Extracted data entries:
◆ ◆ ◆
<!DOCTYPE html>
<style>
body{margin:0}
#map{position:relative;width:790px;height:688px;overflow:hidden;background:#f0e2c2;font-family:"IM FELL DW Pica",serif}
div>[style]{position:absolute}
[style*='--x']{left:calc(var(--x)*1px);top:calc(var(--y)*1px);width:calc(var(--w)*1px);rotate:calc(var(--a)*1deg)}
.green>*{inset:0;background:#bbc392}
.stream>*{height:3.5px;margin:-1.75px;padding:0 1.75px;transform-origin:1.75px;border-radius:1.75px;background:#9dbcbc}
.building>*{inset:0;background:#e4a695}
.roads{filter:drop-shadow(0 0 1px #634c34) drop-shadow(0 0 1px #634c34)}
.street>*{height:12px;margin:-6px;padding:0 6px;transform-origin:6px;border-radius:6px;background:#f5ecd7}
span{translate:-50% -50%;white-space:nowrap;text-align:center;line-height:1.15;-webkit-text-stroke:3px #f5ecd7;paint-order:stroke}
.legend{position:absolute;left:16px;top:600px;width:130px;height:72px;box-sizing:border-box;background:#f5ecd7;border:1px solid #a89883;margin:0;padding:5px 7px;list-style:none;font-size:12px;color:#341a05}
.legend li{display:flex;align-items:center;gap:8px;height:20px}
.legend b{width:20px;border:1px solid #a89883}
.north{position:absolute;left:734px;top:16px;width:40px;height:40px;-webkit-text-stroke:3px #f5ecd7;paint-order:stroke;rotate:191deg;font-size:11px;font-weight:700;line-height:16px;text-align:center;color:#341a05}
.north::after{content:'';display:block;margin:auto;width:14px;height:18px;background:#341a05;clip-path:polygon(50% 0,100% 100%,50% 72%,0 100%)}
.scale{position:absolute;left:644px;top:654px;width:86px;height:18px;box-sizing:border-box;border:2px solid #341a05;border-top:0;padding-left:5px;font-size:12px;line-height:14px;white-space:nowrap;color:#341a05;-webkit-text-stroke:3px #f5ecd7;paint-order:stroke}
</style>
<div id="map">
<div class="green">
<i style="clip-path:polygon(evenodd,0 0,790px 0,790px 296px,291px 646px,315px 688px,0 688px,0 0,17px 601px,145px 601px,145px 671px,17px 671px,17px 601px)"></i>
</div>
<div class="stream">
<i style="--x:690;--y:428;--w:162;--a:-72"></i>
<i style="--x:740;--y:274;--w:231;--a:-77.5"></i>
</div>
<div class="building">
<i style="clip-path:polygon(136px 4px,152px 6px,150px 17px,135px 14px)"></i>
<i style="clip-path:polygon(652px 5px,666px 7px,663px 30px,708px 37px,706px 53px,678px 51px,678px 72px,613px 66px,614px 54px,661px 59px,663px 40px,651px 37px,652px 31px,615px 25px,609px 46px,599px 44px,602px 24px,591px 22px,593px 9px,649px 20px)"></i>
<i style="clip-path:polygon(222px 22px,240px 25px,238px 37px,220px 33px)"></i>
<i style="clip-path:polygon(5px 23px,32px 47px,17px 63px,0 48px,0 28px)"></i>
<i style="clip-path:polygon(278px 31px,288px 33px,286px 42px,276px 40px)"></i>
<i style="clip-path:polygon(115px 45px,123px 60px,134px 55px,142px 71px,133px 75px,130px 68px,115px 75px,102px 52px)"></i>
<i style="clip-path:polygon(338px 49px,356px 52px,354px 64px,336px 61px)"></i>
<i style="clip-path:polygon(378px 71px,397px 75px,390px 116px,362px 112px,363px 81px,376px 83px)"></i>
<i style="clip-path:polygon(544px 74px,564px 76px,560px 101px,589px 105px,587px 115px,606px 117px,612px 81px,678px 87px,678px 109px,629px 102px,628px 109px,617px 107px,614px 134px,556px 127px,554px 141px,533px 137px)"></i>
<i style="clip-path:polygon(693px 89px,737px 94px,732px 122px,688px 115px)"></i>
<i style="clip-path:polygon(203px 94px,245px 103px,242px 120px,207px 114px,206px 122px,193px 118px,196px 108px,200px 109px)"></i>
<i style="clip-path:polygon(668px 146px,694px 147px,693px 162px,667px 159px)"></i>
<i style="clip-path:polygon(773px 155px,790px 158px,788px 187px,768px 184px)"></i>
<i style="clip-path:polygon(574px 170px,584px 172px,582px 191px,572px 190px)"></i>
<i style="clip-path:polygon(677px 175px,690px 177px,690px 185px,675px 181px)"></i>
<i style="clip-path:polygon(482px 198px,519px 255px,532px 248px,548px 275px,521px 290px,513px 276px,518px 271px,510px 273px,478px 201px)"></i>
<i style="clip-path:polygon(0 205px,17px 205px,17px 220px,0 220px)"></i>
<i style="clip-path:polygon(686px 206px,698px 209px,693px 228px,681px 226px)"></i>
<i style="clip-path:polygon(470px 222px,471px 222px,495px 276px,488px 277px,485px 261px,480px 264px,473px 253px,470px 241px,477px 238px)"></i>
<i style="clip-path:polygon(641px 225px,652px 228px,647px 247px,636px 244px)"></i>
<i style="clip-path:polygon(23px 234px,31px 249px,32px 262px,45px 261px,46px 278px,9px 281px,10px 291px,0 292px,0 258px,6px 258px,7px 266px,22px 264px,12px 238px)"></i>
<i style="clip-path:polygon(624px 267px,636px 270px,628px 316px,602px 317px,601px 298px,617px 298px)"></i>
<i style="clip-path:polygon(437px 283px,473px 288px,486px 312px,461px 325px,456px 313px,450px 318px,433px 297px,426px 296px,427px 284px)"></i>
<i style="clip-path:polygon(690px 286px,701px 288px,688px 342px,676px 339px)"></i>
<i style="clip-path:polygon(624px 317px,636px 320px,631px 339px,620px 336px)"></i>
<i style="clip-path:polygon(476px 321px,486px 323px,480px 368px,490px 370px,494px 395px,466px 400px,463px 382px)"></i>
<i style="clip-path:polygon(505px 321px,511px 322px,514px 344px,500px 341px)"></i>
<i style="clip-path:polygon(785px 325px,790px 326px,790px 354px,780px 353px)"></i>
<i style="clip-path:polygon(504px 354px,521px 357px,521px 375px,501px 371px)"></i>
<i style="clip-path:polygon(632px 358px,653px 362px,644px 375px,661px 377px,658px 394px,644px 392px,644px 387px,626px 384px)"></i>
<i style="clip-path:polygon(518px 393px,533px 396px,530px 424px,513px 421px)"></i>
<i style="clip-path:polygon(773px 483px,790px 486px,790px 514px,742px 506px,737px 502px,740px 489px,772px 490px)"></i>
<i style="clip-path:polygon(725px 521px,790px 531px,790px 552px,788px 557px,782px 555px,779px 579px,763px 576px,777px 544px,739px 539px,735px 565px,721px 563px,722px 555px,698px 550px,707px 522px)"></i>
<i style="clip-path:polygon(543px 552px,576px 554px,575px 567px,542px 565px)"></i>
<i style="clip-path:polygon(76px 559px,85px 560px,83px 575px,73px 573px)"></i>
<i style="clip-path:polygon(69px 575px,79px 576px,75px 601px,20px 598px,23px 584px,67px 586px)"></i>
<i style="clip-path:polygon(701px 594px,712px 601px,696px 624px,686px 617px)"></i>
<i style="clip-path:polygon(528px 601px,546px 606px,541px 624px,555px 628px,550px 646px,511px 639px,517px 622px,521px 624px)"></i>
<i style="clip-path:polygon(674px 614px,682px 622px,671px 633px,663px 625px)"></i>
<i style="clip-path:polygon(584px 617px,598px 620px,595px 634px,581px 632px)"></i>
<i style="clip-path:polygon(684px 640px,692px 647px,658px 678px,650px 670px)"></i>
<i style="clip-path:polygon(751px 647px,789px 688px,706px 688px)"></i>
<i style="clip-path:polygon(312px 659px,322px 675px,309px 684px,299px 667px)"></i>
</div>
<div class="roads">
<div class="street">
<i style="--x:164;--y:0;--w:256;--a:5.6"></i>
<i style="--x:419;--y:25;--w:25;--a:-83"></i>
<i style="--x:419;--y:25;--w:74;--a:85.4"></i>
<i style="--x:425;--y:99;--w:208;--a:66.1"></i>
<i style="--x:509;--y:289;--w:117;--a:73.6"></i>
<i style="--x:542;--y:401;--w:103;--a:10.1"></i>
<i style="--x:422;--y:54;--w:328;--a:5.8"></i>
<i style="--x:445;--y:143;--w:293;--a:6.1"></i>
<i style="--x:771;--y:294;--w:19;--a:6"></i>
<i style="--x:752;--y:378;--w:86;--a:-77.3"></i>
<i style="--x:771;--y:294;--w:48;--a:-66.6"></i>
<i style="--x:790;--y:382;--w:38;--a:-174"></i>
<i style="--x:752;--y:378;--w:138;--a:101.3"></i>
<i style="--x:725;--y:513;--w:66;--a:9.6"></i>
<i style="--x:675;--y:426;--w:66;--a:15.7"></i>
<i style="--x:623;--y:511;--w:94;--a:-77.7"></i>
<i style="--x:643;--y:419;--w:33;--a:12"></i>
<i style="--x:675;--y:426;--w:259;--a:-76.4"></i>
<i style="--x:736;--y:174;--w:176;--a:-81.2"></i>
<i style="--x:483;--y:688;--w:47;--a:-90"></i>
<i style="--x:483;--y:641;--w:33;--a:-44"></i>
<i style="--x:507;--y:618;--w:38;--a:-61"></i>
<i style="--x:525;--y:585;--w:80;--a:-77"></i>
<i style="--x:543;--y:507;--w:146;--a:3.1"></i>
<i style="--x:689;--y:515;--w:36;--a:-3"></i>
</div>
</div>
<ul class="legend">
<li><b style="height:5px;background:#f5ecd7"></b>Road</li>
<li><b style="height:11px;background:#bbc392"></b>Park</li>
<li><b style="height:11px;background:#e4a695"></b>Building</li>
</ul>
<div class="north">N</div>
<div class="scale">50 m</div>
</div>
◆ ◆ ◆
### [Work item]
Read each line of the data and count the ones that include "radius", answering with the number alone.

### [Answer section]
2